Pedro, ¿de verdad crees que puedes hacerlo?


—Sí.


Paula quería creerlo.


—¿Estás seguro?


—Sí —repitió Pedro—. Sé que probablemente habrás tenido que convencer, manipular y enterrar mi informe psicológico para conseguir que me enviasen de vuelta a Bielorrusia tan rápido, pero no voy a defraudarte. Confía en mí.


Ella asintió con la cabeza porque era una respuesta más positiva que rogarle que volviese con vida.


Luego probó el curry.


—Está bueno.


—Sí.


Terminaron de cenar en silencio. No era un silencio cómodo sino más bien pesado, cargado de preocupación. Mientras Pedro tiraba los platos de plástico a la basura y limpiaba un poco sus hombros se tocaron. El roce de la camisa de pana en la piel desnuda de su hombro hizo que su pezones se levantaran bajo el sujetador.


Tenía una chaqueta en algún sitio… no le iría mal ponérsela y marcharse de allí antes de que la atracción que había entre ellos se convirtiera en un incendio.


—¿Si yo tuviese diez años más te tomarías en serio la atracción que hay entre nosotros? —le preguntó Pedro entonces.


Y ella intentando ignorar el elefante en la habitación…


—No es la diferencia de edad —respondió Paula. Y era verdad—. Dada tu experiencia y tu trabajo, serías una buena elección. Y que estés tan en forma sería un extra.


—¿Hay alguien más en tu vida?


—No.


No lo había habido en muchos años.


—¿Con quién intimas?


—¿Desde el sillón de mi despacho? Con nadie.


—Eso no puede ser sano. ¿Cuánto tiempo piensas estar en ese sillón?


—No lo sé, pero este era mi objetivo. He llegado aquí un poco antes de lo que esperaba y ahora tengo que hacer nuevos planes.


Si no tenía cuidado acabaría revelando que a veces se cuestionaba qué la había empujado a buscar ese puesto y si el poder que tenía merecía todos los sacrificios, las horas de trabajo, la responsabilidad, tener que vigilar los manejos de los que estaban arriba.
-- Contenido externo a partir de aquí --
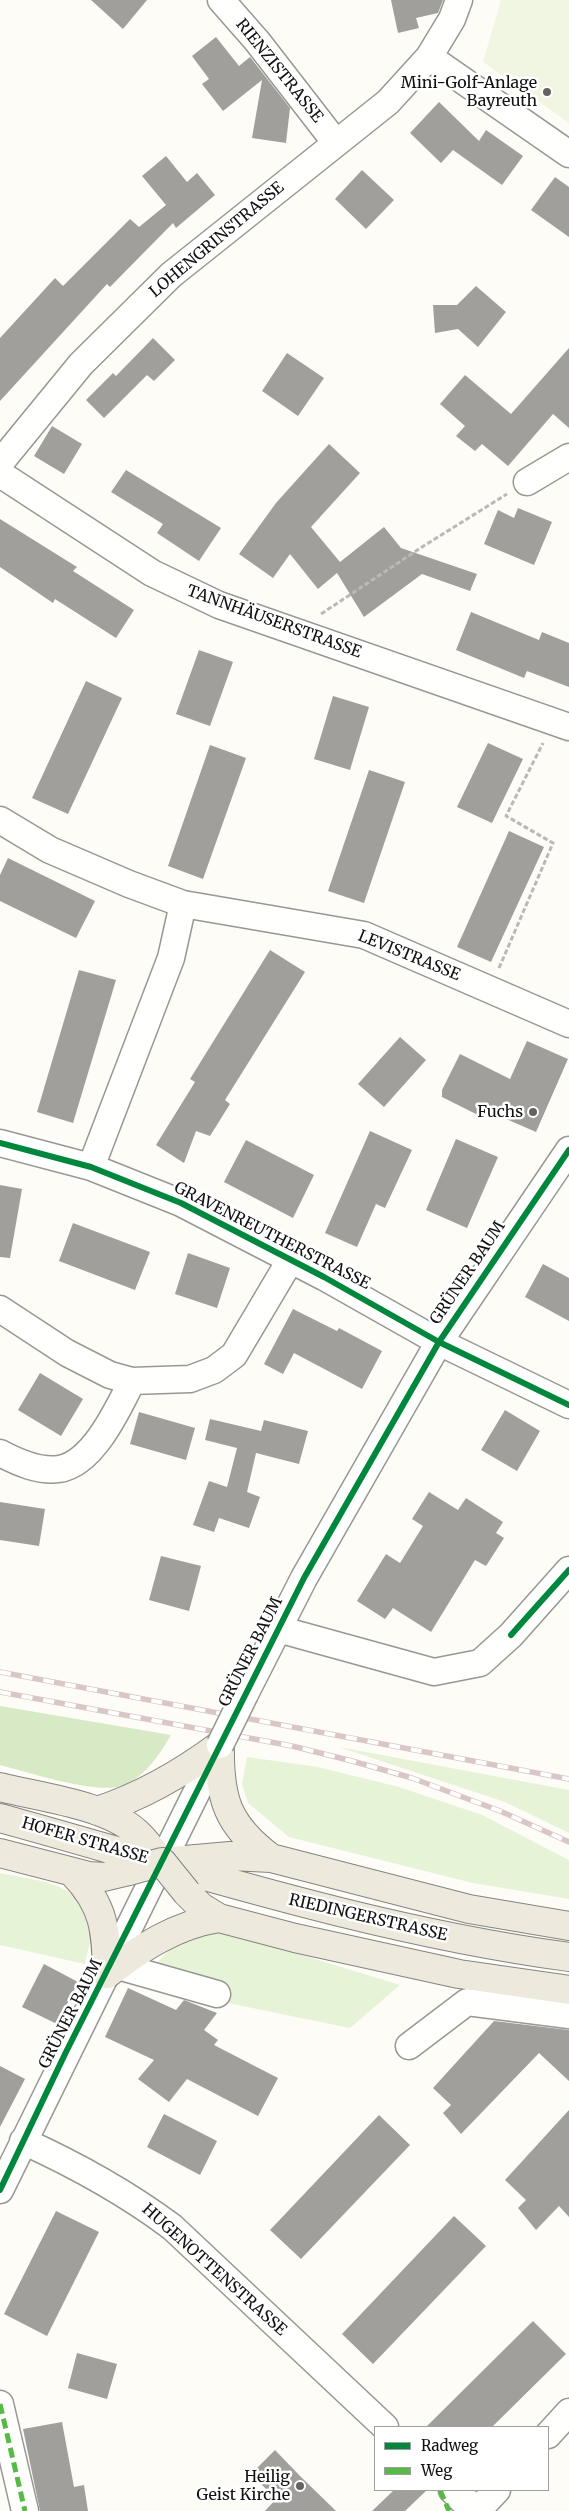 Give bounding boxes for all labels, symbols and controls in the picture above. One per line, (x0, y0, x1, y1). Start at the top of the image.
street label: RIENZISTRASSE (231, 15, 327, 127)
place label: Mini-Golf-Anlage Bayreuth (401, 73, 537, 111)
marker: Mini-Golf-Anlage Bayreuth (541, 86, 553, 98)
street label: LOHENGRINSTRASSE (146, 178, 288, 302)
street label: TANNHÄUSERSTRASSE (184, 581, 364, 663)
street label: LEVISTRASSE (355, 927, 463, 985)
place label: Fuchs (477, 1102, 523, 1122)
marker: Fuchs (527, 1106, 539, 1118)
street label: GRAVENREUTHERSTRASSE (171, 1178, 373, 1294)
street label: GRÜNER BAUM (426, 1218, 510, 1328)
street label: GRÜNER BAUM (215, 1594, 287, 1710)
street label: HOFER STRASSE (19, 1814, 151, 1868)
street label: RIEDINGERSTRASSE (287, 1890, 449, 1946)
street label: GRÜNER BAUM (35, 1956, 107, 2072)
street label: HUGENOTTENSTRASSE (138, 2200, 290, 2340)
legend (374, 2426, 549, 2491)
text: Radweg (421, 2436, 478, 2455)
text: Weg (421, 2461, 452, 2480)
place label: Heilig Geist Kirche (196, 2467, 290, 2505)
marker: Heilig Geist Kirche (294, 2480, 306, 2492)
Podía contar con los dedos de una mano las personas en las que confiaba de verdad.


Incluso Pedro confiaba en más gente que ella.


—Podrías buscar el puesto de directora general o llevar la división completa.


—Podría, pero eso depende de los errores que cometa en mi trabajo y de la política del Servicio Secreto. ¿Vas a ser un error en mi currículo?


—No —Pedro sostuvo su mirada—. Ese no es el plan.


—¿Cuál es el plan? Vienes aquí con comida…


—La gente come aquí todos los días.


—Sí, en la cafetería.


—Nunca he visto a un directivo en la cafetería. Además, podrías haberme dicho que me fuera.


—Y lo haré, cuando me des el nombre de tu informador.


—¿Y qué me darás tú a cambio?


—Permiso para salir de mi despacho y del país.


—Quiero un beso —dijo Pedro.


—¿Porque eso no va a socavar mi autoridad? —se burló Paula.


—Estás un poco colgada con eso de la autoridad, Pau.


—Deformación profesional.


—La última oportunidad —dijo él—. Tú quieres un nombre, yo quiero un beso. Te estoy pidiendo confianza.


—Es un chantaje.


—O un intercambio voluntario —dijo él.


—Si no vuelves, si decides que necesitan tu atención en otro sitio me cortarán la cabeza. Quiero el nombre de tu informador y quiero que vuelvas en seis días, sin la carga de Antonov, con las ideas claras y dispuesto a trabajar.


—¿Entonces me darás un beso?


—Entonces conseguirás mi confianza y, si te sirve de algo, mi respeto. Termina el trabajo, Pedro. Y luego hablaremos de relaciones y de sexo.